• _Required work_
Wherever the word "gazetteer" appears in the entries, copy the whole line.

• _Provided entries_
-- Opening Marker --
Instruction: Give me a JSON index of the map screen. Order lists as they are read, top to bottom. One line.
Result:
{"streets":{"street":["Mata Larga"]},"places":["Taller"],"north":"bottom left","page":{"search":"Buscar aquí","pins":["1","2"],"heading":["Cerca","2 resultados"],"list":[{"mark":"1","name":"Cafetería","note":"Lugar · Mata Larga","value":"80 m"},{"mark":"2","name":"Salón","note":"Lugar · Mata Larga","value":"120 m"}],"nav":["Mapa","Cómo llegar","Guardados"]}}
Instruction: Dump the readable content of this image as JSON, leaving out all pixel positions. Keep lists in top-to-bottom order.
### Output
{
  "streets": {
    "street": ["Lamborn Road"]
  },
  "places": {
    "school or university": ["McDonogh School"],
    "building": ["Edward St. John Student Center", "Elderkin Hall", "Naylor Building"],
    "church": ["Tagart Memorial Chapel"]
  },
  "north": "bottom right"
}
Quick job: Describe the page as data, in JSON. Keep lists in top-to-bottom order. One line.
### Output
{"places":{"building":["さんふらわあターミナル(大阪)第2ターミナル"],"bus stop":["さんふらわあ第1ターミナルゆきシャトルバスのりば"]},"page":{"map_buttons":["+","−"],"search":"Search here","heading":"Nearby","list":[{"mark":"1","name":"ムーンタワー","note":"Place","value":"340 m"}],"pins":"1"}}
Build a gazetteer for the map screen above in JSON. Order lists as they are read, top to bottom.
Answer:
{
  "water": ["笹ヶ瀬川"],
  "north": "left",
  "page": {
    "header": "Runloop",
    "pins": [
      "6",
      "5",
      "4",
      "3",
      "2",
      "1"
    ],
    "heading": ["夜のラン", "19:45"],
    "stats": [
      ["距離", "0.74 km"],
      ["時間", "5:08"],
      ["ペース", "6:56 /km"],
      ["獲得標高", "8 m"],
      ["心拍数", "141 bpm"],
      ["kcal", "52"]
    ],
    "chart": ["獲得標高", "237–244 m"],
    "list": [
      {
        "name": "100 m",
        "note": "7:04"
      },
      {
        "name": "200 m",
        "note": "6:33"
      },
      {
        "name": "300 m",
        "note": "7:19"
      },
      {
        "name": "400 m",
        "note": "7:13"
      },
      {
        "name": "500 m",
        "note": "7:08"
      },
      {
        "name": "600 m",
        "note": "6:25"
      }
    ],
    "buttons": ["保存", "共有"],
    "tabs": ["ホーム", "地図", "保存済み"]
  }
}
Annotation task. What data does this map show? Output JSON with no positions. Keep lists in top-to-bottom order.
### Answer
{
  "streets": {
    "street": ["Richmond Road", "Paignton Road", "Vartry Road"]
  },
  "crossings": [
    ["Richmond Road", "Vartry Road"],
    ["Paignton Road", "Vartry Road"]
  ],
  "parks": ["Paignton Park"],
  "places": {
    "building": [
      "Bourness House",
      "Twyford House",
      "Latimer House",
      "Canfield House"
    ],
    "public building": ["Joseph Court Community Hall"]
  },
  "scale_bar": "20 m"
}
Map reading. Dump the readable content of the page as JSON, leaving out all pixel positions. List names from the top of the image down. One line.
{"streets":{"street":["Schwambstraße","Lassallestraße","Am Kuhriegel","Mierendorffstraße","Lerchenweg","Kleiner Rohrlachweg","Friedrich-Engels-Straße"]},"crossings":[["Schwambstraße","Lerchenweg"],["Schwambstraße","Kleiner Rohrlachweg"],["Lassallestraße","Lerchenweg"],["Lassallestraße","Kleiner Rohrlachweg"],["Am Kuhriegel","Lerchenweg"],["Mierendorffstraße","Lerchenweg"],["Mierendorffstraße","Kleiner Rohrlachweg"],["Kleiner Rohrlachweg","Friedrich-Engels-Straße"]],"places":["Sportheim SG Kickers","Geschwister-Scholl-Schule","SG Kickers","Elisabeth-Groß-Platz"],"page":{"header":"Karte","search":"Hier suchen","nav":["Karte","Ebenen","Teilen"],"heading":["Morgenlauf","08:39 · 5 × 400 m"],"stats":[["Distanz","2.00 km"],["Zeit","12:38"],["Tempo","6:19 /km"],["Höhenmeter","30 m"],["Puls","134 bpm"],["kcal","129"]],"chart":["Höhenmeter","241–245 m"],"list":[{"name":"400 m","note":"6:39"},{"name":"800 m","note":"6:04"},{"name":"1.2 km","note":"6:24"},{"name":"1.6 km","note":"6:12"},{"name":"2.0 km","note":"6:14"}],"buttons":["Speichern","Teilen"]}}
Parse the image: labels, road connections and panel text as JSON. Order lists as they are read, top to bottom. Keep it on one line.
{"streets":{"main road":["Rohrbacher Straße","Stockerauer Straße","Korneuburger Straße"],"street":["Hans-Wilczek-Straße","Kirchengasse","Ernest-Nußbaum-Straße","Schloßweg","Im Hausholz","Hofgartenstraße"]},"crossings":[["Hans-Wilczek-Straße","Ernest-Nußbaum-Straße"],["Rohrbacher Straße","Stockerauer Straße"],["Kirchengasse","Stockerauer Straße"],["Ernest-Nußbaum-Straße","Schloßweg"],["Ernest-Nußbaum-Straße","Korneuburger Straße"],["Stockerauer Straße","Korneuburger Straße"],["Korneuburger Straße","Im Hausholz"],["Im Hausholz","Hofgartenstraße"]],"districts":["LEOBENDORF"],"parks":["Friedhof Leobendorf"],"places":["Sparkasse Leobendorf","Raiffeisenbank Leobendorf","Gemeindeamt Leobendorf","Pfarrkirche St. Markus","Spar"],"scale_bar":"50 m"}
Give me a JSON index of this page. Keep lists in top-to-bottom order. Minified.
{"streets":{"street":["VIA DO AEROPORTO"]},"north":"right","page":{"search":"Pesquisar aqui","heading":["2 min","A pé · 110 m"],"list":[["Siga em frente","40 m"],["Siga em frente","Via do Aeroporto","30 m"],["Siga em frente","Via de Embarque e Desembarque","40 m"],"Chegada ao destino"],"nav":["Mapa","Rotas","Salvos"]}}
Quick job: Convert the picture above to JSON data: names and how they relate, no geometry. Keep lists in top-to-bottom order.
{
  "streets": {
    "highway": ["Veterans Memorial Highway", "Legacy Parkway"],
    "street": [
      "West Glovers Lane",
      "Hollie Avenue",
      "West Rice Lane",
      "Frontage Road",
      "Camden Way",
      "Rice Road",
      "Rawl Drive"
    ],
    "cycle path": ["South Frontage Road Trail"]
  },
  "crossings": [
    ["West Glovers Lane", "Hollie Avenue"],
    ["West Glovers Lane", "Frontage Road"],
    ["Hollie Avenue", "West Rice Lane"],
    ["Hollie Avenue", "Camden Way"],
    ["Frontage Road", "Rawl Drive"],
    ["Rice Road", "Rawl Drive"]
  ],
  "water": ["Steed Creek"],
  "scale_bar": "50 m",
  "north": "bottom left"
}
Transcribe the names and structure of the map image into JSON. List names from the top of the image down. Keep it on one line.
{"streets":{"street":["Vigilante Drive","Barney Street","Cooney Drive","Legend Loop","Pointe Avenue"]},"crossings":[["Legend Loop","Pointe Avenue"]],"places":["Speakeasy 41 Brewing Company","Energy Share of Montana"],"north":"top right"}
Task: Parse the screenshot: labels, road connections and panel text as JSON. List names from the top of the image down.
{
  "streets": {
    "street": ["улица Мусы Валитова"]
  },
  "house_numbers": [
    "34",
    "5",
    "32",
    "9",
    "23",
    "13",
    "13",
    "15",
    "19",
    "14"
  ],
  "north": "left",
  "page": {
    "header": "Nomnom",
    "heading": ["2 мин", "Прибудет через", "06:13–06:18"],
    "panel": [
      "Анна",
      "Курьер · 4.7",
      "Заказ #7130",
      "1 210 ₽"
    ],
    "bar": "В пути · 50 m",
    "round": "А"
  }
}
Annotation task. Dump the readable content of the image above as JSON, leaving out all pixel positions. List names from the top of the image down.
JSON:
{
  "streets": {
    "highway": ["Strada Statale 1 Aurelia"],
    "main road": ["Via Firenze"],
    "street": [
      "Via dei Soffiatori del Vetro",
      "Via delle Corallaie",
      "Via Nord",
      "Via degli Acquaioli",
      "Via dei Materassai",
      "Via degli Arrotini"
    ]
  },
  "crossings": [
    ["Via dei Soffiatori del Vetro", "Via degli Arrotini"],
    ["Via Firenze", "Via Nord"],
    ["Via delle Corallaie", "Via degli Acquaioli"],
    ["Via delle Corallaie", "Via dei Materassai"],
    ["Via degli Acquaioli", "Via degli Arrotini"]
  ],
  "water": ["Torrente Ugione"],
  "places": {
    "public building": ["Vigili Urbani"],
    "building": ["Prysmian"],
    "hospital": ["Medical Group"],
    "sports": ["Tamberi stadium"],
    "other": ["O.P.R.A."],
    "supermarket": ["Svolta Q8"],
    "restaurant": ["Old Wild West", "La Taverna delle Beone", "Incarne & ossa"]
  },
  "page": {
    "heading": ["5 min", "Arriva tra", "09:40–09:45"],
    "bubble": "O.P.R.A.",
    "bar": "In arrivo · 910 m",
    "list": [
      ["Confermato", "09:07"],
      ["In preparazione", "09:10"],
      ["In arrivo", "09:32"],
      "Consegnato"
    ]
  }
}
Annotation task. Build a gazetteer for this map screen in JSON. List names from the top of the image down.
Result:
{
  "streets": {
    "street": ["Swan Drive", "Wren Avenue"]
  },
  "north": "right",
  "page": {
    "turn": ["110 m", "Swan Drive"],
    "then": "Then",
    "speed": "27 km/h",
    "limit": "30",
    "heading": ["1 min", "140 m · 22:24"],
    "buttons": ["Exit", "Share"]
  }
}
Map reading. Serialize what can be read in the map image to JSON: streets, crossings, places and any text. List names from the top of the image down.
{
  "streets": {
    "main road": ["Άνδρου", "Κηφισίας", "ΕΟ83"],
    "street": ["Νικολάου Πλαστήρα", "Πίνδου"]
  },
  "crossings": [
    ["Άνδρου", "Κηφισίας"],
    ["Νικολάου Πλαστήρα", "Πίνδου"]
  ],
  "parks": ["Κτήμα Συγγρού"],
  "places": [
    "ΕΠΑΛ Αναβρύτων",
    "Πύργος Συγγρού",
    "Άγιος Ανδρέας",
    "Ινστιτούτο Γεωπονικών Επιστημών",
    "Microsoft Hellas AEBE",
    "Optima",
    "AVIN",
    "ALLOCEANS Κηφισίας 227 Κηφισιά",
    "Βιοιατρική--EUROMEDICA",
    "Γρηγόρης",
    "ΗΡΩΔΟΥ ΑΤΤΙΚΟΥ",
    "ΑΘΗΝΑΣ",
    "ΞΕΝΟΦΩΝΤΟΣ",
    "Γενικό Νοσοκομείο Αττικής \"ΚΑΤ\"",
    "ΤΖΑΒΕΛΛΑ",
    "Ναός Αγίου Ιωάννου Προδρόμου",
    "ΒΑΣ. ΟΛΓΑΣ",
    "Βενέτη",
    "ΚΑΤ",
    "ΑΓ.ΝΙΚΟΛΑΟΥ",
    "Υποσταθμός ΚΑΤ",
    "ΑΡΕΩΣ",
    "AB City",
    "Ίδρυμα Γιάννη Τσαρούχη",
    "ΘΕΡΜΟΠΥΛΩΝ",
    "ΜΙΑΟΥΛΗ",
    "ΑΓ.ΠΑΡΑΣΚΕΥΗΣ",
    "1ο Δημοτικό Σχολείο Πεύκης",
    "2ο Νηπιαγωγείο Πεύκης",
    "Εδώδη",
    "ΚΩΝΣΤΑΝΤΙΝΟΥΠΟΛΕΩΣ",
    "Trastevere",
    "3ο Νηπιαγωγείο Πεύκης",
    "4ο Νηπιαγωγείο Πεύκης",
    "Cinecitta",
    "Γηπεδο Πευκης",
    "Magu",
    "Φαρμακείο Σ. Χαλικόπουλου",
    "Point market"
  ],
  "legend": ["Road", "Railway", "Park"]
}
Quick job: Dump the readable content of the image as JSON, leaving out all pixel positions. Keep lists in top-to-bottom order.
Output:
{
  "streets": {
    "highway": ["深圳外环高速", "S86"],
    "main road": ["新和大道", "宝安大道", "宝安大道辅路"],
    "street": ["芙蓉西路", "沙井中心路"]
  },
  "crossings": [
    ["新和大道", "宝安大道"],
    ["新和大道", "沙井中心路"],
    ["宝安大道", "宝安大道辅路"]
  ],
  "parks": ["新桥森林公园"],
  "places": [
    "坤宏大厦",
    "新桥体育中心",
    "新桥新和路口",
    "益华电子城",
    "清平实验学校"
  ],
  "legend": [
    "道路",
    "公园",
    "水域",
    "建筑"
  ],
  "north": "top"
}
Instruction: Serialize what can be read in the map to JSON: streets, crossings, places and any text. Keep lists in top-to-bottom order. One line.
-- Closing Marker --
• _Your response_
Build a gazetteer for the map screen above in JSON. Order lists as they are read, top to bottom.
Annotation task. Build a gazetteer for this map screen in JSON. List names from the top of the image down.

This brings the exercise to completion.